_Requirement_
Your answer must be the lines of the entries below, exactly as written, from the first line through the line containing "0 6px,transparent 0".

Start of Listed records

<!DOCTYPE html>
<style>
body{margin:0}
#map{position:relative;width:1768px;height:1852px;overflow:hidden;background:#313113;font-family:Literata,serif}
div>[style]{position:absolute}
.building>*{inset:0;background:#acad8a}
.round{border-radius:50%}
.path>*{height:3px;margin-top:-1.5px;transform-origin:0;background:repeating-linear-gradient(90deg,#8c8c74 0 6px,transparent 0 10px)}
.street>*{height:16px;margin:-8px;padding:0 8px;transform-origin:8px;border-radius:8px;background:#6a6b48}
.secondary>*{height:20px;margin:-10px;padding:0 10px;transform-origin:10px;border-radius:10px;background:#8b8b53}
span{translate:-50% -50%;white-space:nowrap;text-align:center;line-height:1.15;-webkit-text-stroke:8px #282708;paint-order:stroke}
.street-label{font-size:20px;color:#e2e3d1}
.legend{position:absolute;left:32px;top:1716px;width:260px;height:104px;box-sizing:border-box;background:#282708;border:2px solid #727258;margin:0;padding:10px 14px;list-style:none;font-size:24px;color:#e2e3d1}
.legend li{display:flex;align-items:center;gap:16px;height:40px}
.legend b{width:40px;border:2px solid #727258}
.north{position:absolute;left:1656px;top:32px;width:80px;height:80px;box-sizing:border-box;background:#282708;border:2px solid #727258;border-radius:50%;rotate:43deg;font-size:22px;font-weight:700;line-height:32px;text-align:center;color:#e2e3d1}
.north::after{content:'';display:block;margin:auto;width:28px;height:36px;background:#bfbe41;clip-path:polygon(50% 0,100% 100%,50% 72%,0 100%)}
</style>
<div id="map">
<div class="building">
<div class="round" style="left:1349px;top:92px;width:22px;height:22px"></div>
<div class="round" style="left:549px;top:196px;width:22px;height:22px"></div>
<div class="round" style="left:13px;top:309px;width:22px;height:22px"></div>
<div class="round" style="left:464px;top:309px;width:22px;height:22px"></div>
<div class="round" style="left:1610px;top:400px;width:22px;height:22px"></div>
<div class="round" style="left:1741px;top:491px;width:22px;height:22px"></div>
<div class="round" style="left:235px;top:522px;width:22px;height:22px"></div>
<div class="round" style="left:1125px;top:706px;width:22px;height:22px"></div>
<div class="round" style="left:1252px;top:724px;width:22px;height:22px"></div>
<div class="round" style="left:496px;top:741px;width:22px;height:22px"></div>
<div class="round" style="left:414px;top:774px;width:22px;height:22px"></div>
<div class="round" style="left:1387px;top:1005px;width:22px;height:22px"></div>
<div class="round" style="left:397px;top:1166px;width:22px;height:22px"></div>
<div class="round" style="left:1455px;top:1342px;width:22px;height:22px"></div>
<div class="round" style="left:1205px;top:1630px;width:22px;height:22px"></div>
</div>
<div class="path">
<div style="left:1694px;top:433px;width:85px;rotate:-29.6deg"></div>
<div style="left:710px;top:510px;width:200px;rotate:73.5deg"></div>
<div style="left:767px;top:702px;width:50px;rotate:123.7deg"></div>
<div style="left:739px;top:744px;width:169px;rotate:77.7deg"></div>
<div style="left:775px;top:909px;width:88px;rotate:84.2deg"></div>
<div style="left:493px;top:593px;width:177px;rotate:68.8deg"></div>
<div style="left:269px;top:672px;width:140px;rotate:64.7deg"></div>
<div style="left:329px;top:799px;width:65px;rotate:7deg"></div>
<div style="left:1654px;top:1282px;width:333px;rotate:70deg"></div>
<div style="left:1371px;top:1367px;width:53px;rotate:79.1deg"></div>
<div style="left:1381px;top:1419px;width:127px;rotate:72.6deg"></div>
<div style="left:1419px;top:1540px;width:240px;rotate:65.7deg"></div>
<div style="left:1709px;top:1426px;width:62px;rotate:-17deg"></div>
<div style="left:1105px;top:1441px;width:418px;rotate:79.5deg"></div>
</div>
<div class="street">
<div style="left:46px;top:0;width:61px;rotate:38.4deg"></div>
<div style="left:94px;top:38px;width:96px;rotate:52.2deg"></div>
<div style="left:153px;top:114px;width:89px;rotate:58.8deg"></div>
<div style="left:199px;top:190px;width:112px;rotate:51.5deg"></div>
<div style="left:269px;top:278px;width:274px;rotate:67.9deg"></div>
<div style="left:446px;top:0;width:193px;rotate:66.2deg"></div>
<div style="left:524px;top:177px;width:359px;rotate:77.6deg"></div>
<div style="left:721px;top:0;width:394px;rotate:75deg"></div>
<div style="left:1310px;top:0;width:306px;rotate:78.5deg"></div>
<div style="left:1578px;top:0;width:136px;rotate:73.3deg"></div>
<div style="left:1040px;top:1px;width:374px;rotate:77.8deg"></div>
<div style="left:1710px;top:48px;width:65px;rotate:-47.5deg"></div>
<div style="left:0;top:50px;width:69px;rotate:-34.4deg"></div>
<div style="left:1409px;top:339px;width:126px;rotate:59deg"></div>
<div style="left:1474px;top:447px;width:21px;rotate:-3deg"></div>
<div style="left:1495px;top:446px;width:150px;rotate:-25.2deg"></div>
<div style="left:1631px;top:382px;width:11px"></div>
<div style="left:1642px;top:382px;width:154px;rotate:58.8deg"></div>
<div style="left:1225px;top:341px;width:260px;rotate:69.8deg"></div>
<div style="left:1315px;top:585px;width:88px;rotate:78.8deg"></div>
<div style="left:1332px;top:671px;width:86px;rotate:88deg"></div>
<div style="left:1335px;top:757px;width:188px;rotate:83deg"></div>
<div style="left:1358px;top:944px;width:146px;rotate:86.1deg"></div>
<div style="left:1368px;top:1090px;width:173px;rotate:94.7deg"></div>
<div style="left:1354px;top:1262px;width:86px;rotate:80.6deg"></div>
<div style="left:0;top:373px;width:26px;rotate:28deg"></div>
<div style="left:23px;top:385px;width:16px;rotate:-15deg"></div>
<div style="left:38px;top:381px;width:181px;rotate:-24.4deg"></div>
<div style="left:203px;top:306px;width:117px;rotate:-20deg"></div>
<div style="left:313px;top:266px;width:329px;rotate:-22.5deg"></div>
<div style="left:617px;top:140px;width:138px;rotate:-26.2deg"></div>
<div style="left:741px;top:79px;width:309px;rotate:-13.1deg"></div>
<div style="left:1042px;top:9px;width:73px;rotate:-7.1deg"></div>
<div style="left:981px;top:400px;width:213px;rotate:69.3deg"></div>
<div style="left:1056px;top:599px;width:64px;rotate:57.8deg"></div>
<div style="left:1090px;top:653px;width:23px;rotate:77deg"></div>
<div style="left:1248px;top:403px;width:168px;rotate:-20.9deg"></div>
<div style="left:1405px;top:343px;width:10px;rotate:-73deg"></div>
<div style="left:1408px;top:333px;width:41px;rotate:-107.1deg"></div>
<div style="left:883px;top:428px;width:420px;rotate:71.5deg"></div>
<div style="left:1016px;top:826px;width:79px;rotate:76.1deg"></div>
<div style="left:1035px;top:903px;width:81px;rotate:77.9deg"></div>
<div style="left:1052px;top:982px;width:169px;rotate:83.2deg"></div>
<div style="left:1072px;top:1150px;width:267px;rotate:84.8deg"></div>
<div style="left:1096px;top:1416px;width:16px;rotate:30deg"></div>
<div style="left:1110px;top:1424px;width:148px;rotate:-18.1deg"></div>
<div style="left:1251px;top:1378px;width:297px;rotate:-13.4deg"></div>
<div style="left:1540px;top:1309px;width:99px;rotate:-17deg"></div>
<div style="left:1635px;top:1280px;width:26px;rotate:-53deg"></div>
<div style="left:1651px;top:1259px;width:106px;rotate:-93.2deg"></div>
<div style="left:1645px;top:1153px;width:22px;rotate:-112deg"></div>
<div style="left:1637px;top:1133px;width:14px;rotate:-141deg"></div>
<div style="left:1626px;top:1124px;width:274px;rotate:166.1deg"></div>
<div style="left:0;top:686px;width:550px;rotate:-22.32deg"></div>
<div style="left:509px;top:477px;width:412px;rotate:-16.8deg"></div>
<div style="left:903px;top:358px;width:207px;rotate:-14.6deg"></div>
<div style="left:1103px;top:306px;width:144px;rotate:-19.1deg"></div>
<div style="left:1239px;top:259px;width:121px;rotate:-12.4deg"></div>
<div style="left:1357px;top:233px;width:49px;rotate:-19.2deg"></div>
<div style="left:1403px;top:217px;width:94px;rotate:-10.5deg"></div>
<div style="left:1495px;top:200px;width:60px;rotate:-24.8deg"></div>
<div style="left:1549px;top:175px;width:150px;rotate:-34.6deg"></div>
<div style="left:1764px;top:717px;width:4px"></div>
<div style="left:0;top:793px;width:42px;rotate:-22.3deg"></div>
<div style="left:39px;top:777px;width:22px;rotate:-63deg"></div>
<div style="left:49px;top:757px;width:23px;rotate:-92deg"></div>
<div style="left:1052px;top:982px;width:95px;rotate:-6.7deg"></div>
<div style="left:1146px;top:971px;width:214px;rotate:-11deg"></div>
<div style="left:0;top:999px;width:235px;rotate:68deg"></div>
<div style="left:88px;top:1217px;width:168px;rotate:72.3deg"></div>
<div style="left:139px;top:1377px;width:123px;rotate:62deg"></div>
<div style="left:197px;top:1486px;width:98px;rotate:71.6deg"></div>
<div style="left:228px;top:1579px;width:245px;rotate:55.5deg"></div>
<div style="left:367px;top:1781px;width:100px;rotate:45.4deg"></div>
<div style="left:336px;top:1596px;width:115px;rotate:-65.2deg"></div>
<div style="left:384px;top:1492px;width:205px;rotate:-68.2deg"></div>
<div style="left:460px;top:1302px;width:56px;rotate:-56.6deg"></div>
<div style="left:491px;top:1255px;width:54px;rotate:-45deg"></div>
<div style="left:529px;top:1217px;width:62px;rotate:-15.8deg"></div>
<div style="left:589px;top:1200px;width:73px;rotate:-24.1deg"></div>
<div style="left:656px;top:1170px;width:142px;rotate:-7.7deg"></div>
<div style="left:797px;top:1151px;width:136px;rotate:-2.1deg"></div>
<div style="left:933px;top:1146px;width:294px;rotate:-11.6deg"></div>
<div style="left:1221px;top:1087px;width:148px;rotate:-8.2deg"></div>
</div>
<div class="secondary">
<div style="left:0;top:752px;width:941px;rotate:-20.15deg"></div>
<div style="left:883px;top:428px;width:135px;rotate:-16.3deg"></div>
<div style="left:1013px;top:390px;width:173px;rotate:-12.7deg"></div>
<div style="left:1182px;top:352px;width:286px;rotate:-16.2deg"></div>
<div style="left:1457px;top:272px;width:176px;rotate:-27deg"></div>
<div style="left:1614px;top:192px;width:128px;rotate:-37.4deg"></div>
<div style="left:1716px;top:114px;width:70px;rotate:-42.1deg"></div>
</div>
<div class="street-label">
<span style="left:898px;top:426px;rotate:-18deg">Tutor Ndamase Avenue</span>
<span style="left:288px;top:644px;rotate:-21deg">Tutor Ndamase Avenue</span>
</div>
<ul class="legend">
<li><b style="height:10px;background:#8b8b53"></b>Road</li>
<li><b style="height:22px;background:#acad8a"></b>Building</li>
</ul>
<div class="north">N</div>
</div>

End of Listed records

_Solution to this problem_
<!DOCTYPE html>
<style>
body{margin:0}
#map{position:relative;width:1768px;height:1852px;overflow:hidden;background:#313113;font-family:Literata,serif}
div>[style]{position:absolute}
.building>*{inset:0;background:#acad8a}
.round{border-radius:50%}
.path>*{height:3px;margin-top:-1.5px;transform-origin:0;background:repeating-linear-gradient(90deg,#8c8c74 0 6px,transparent 0 10px)}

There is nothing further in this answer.